Snuggled up on the couch with my dog, Libby while Momma and Daddy sit holding each other’s hands. The candles flickering, filling the room with smell of warm vanilla and pine while the lights from the Christmas tree give the room a dim glimmer. Baking cookies, watching Christmas movies, laughing, sharing past memories, drinking eggnog…this is all I’ve ever really wanted.
The Christmas season brings with it a whirlwind of emotion for me. This will be my fourth Christmas without a tree. Not only without a tree but also without Christmas music filling the house, without gifts, without my Dad and without a home to call my own. I feel like it is rather easy for folks to quickly say “ohhhh, Christmas isn’t about the gifts…its about Jesus’ birth! With Him, everything is okay!” And while I mostly agree with this statement, I have to disagree with some of it. In a world that is advancing at the rate my leg hair grows (that means really quickly), we as a society are becoming more and more obsessed with the materialism this world has to offer. I mean, look at Santa Claus…delivering his precious little elementary schoolers with iPads, his middle schoolers with iPhones, his highschoolers with new cars, and his college students with trips to Paris.
Personally, I do become a little bitter that I won’t be waking up on Christmas morning and walking into my own living room to find gifts from “Santa” and my dad stuffed under our own decorated Christmas tree. I’m jealous that I won’t get to spend time with my family, eat a delicious Christmas dinner and catch up with relatives. I’m upset that I won’t have the option to curl up in a bed of my own, in my own house on Christmas night after a long, rewarding day. Does it make me selfish for not solely remembering Christmas as Jesus’ birthday?

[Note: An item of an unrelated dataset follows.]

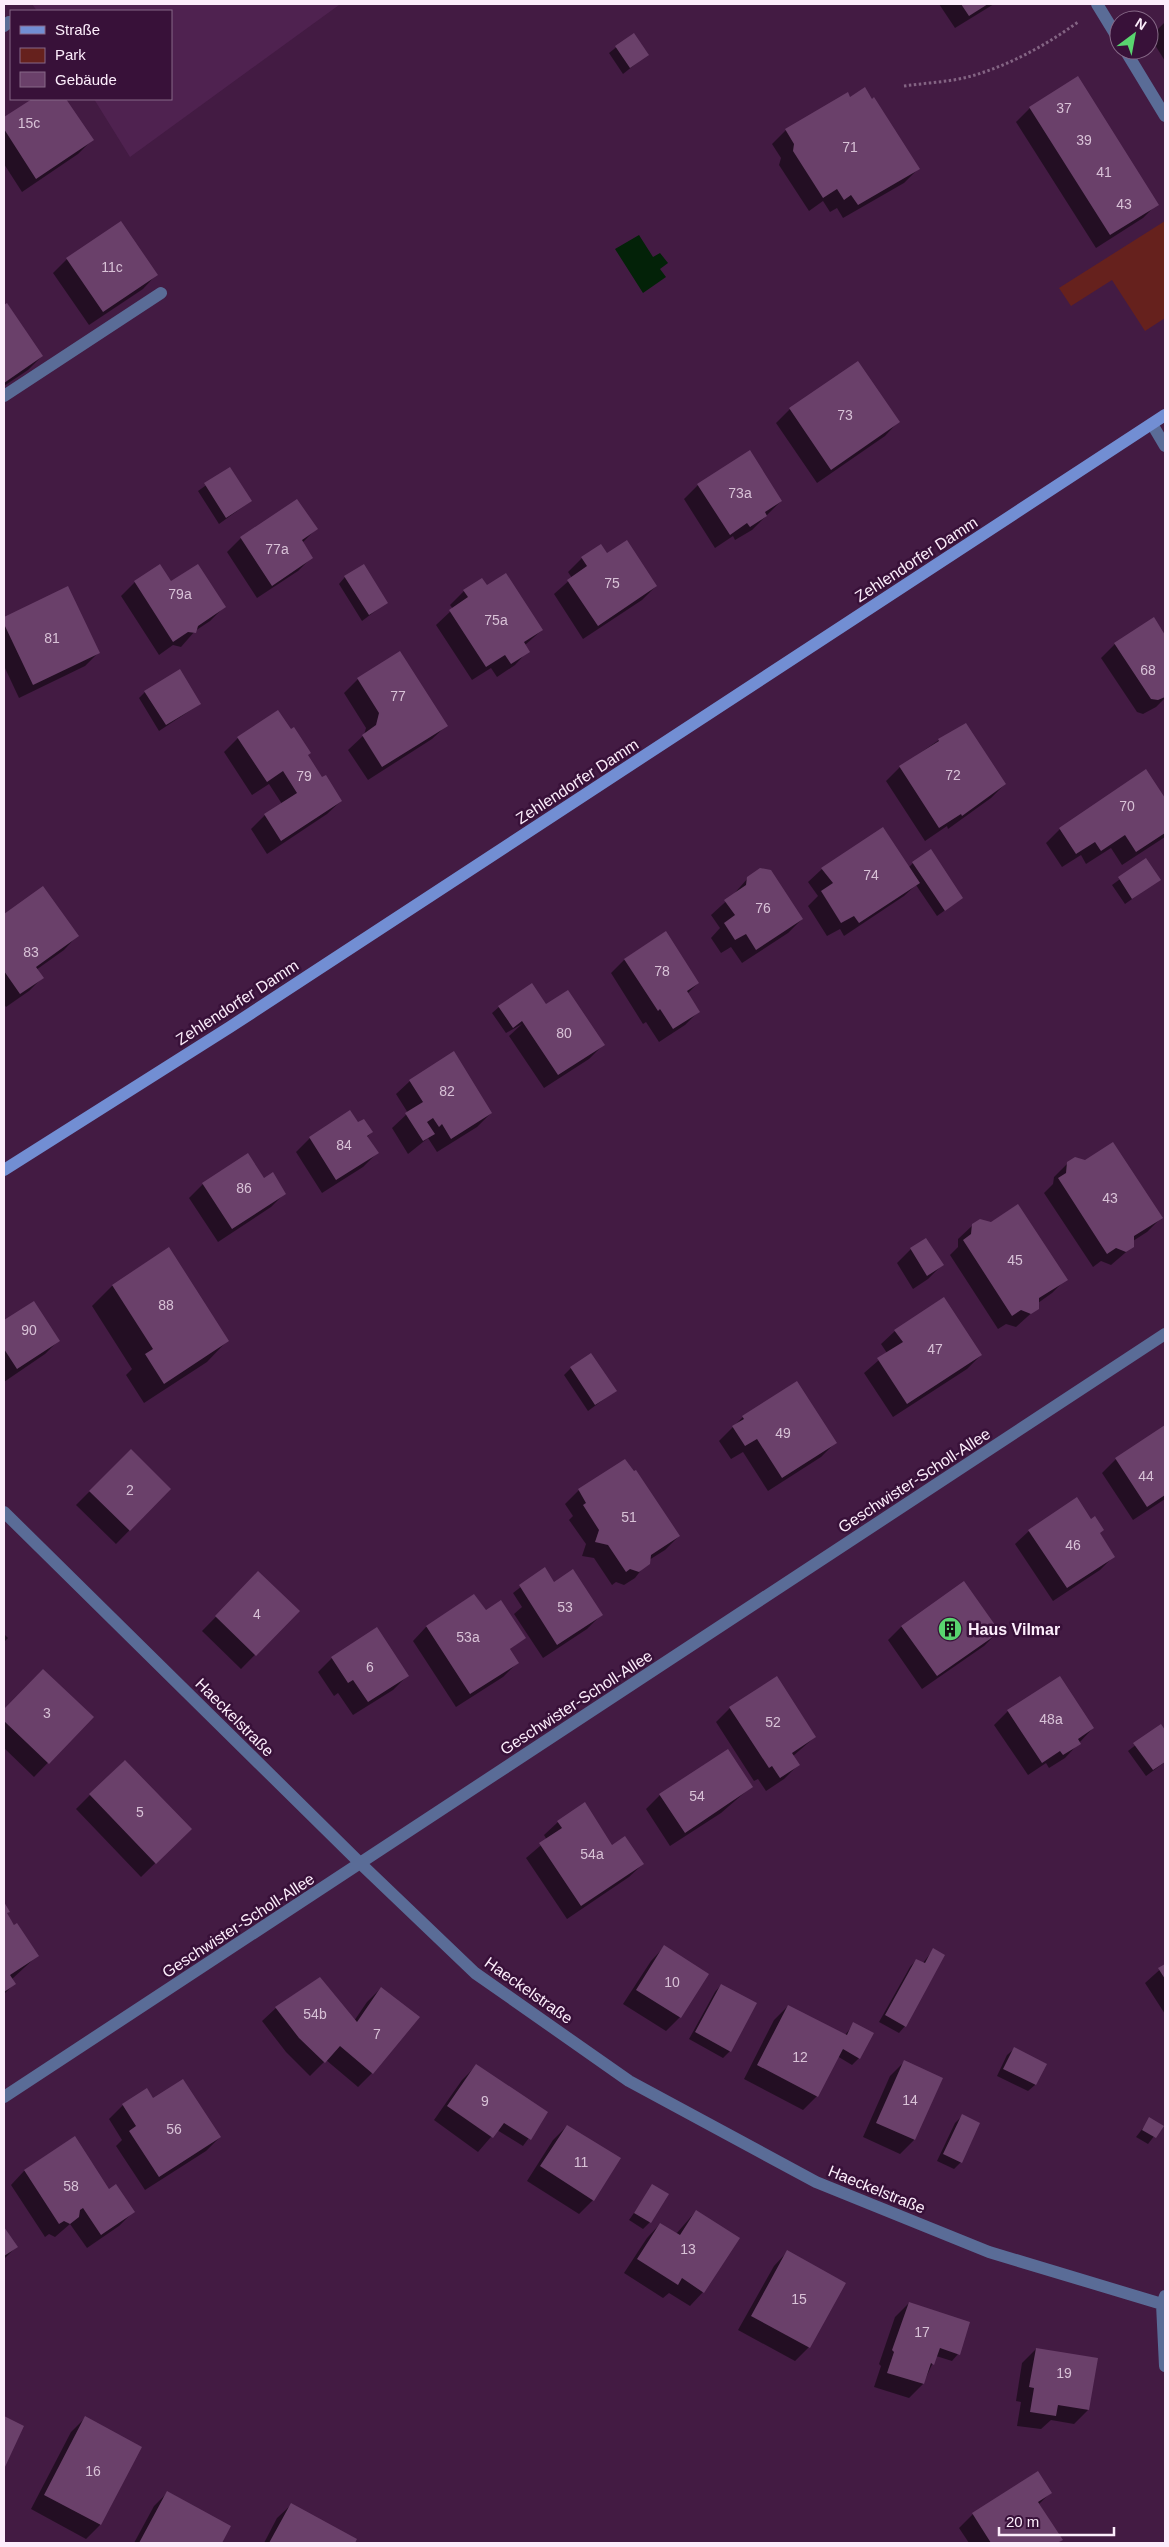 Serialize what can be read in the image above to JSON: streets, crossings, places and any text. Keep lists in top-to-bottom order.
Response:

I am blessed to have TWO friends in my life who have offered for me to spend Christmas 2013 in their homes. Let me explain why I have declined their offers: It would honestly be like having everything I have ever wanted dangling right in front of my face while others get to actually embrace it. I could only see myself becoming jealous, depressed and closed off in this situation. Not only would I feel terribly uncomfortable watching my friends family open their gifts and share family memories, I would feel intrusive. As much as I may feel a part of my best friends’ families, I ultimately am not a biological equivalent.
You often hear the cliche “Christmas isn’t about getting, its about giving,” but what if you aren’t being given anything? Although I don’t have a physical house to visit over Christmas break and I don’t have any gifts to open from my parents, I want to focus on the blessings that I do have and all the gifts that I have been given. And I’m going to start by making a condensed list below.
2.) good health
3.) a scholarship to one of America’s best universities
4.) some great friendships
5.) a living father
6.) (and best of all) my salvation…
Because after all, Christmas is about a man who saved my life and continues to shed His love, mercy, and unending grace on me.